### Task statement
Retype the material, please. Every line must match.

### Data
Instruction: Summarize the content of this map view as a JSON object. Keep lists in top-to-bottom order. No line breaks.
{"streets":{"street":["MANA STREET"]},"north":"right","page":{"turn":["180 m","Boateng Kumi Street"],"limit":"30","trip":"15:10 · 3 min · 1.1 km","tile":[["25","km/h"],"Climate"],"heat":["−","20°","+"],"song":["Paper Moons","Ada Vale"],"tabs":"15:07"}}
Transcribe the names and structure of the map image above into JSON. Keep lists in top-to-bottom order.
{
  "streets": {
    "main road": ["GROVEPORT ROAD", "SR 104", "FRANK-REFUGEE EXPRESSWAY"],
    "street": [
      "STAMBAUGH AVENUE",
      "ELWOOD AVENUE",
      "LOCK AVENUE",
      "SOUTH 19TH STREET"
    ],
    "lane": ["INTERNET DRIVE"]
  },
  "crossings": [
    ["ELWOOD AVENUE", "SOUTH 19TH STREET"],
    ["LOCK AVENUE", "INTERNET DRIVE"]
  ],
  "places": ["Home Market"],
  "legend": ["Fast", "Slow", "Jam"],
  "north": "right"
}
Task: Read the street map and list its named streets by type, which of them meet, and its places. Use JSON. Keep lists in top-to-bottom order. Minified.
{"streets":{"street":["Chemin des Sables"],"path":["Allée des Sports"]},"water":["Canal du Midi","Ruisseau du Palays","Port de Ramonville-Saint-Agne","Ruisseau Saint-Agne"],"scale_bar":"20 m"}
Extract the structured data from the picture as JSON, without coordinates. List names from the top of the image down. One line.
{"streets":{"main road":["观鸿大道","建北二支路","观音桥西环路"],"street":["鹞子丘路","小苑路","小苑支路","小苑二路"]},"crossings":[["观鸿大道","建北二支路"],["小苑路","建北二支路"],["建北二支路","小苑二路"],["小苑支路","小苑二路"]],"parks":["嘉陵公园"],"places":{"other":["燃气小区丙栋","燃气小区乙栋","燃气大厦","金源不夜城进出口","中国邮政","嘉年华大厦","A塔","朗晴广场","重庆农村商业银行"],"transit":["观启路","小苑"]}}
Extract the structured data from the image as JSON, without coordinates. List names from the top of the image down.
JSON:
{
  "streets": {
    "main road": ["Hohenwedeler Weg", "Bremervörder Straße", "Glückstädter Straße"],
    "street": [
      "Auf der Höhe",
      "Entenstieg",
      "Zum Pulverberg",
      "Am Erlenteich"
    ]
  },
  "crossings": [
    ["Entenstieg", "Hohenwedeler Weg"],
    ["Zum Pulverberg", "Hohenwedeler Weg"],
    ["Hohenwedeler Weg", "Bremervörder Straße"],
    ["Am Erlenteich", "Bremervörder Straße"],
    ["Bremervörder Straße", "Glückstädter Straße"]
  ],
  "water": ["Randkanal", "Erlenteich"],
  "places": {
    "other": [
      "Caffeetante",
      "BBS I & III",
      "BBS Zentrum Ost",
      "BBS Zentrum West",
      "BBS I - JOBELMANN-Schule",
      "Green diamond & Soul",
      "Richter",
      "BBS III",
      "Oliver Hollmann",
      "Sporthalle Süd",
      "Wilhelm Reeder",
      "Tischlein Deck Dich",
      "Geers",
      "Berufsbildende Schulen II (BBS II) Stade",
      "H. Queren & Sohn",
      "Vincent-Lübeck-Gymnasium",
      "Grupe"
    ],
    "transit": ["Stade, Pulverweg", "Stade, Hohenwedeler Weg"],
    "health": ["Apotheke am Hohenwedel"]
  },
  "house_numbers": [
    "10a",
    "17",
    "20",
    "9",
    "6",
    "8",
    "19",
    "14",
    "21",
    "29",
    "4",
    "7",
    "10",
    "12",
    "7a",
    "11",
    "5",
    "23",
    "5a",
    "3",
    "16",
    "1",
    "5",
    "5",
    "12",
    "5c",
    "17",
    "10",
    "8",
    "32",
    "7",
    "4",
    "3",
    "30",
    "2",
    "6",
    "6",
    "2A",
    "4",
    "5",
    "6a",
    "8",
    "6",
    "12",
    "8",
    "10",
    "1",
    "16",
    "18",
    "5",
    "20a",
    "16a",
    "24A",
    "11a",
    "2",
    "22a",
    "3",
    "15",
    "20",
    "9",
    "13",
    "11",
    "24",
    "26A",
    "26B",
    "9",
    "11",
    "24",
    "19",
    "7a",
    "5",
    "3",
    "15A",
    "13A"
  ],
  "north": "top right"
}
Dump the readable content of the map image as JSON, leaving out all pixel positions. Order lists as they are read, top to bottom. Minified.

### Written response
Instruction: Summarize the content of this map view as a JSON object. Keep lists in top-to-bottom order. No line breaks.
{"streets":{"street":["MANA STREET"]},"north":"right","page":{"turn":["180 m","Boateng Kumi Street"],"limit":"30","trip":"15:10 · 3 min · 1.1 km","tile":[["25","km/h"],"Climate"],"heat":["−","20°","+"],"song":["Paper Moons","Ada Vale"],"tabs":"15:07"}}
Transcribe the names and structure of the map image above into JSON. Keep lists in top-to-bottom order.
{
  "streets": {
    "main road": ["GROVEPORT ROAD", "SR 104", "FRANK-REFUGEE EXPRESSWAY"],
    "street": [
      "STAMBAUGH AVENUE",
      "ELWOOD AVENUE",
      "LOCK AVENUE",
      "SOUTH 19TH STREET"
    ],
    "lane": ["INTERNET DRIVE"]
  },
  "crossings": [
    ["ELWOOD AVENUE", "SOUTH 19TH STREET"],
    ["LOCK AVENUE", "INTERNET DRIVE"]
  ],
  "places": ["Home Market"],
  "legend": ["Fast", "Slow", "Jam"],
  "north": "right"
}
Task: Read the street map and list its named streets by type, which of them meet, and its places. Use JSON. Keep lists in top-to-bottom order. Minified.
{"streets":{"street":["Chemin des Sables"],"path":["Allée des Sports"]},"water":["Canal du Midi","Ruisseau du Palays","Port de Ramonville-Saint-Agne","Ruisseau Saint-Agne"],"scale_bar":"20 m"}
Extract the structured data from the picture as JSON, without coordinates. List names from the top of the image down. One line.
{"streets":{"main road":["观鸿大道","建北二支路","观音桥西环路"],"street":["鹞子丘路","小苑路","小苑支路","小苑二路"]},"crossings":[["观鸿大道","建北二支路"],["小苑路","建北二支路"],["建北二支路","小苑二路"],["小苑支路","小苑二路"]],"parks":["嘉陵公园"],"places":{"other":["燃气小区丙栋","燃气小区乙栋","燃气大厦","金源不夜城进出口","中国邮政","嘉年华大厦","A塔","朗晴广场","重庆农村商业银行"],"transit":["观启路","小苑"]}}
Extract the structured data from the image as JSON, without coordinates. List names from the top of the image down.
JSON:
{
  "streets": {
    "main road": ["Hohenwedeler Weg", "Bremervörder Straße", "Glückstädter Straße"],
    "street": [
      "Auf der Höhe",
      "Entenstieg",
      "Zum Pulverberg",
      "Am Erlenteich"
    ]
  },
  "crossings": [
    ["Entenstieg", "Hohenwedeler Weg"],
    ["Zum Pulverberg", "Hohenwedeler Weg"],
    ["Hohenwedeler Weg", "Bremervörder Straße"],
    ["Am Erlenteich", "Bremervörder Straße"],
    ["Bremervörder Straße", "Glückstädter Straße"]
  ],
  "water": ["Randkanal", "Erlenteich"],
  "places": {
    "other": [
      "Caffeetante",
      "BBS I & III",
      "BBS Zentrum Ost",
      "BBS Zentrum West",
      "BBS I - JOBELMANN-Schule",
      "Green diamond & Soul",
      "Richter",
      "BBS III",
      "Oliver Hollmann",
      "Sporthalle Süd",
      "Wilhelm Reeder",
      "Tischlein Deck Dich",
      "Geers",
      "Berufsbildende Schulen II (BBS II) Stade",
      "H. Queren & Sohn",
      "Vincent-Lübeck-Gymnasium",
      "Grupe"
    ],
    "transit": ["Stade, Pulverweg", "Stade, Hohenwedeler Weg"],
    "health": ["Apotheke am Hohenwedel"]
  },
  "house_numbers": [
    "10a",
    "17",
    "20",
    "9",
    "6",
    "8",
    "19",
    "14",
    "21",
    "29",
    "4",
    "7",
    "10",
    "12",
    "7a",
    "11",
    "5",
    "23",
    "5a",
    "3",
    "16",
    "1",
    "5",
    "5",
    "12",
    "5c",
    "17",
    "10",
    "8",
    "32",
    "7",
    "4",
    "3",
    "30",
    "2",
    "6",
    "6",
    "2A",
    "4",
    "5",
    "6a",
    "8",
    "6",
    "12",
    "8",
    "10",
    "1",
    "16",
    "18",
    "5",
    "20a",
    "16a",
    "24A",
    "11a",
    "2",
    "22a",
    "3",
    "15",
    "20",
    "9",
    "13",
    "11",
    "24",
    "26A",
    "26B",
    "9",
    "11",
    "24",
    "19",
    "7a",
    "5",
    "3",
    "15A",
    "13A"
  ],
  "north": "top right"
}
Dump the readable content of the map image as JSON, leaving out all pixel positions. Order lists as they are read, top to bottom. Minified.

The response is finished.